_INSTRUCTIONS FOR THE TASK_
Show each line of the entries below in which the word "Centro" appears.

_THE DATA_
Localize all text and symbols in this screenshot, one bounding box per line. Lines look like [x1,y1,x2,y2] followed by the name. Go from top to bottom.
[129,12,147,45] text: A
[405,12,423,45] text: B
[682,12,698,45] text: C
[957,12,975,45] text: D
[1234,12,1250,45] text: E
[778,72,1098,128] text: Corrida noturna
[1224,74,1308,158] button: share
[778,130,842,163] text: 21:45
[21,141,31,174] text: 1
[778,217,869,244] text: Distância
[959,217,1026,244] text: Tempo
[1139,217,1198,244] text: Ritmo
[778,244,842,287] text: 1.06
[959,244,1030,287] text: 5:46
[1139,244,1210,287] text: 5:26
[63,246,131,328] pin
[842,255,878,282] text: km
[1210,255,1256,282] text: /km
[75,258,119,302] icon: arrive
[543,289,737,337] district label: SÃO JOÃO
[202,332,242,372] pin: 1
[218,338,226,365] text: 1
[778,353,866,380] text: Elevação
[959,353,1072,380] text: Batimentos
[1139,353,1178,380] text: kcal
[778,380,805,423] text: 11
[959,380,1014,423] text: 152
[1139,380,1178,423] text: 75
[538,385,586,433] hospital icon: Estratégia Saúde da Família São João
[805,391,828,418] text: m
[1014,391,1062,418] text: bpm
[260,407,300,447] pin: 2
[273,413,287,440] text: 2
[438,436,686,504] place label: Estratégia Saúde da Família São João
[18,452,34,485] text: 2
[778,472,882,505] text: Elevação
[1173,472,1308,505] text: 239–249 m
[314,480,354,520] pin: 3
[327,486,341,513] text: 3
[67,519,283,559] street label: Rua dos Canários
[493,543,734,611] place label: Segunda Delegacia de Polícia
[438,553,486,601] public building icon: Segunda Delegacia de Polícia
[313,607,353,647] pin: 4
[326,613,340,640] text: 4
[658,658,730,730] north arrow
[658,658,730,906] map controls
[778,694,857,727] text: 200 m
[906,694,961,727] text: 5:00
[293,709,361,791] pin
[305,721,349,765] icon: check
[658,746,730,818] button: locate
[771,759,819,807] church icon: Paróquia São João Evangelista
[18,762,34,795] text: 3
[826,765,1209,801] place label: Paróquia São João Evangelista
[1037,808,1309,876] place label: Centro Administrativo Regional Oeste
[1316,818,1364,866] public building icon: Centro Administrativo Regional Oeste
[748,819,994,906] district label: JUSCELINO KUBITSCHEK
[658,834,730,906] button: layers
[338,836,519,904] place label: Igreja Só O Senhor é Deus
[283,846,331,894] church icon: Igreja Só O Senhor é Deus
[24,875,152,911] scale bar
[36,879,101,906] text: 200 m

_REPLY_
[1037,808,1309,876] place label: Centro Administrativo Regional Oeste
[1316,818,1364,866] public building icon: Centro Administrativo Regional Oeste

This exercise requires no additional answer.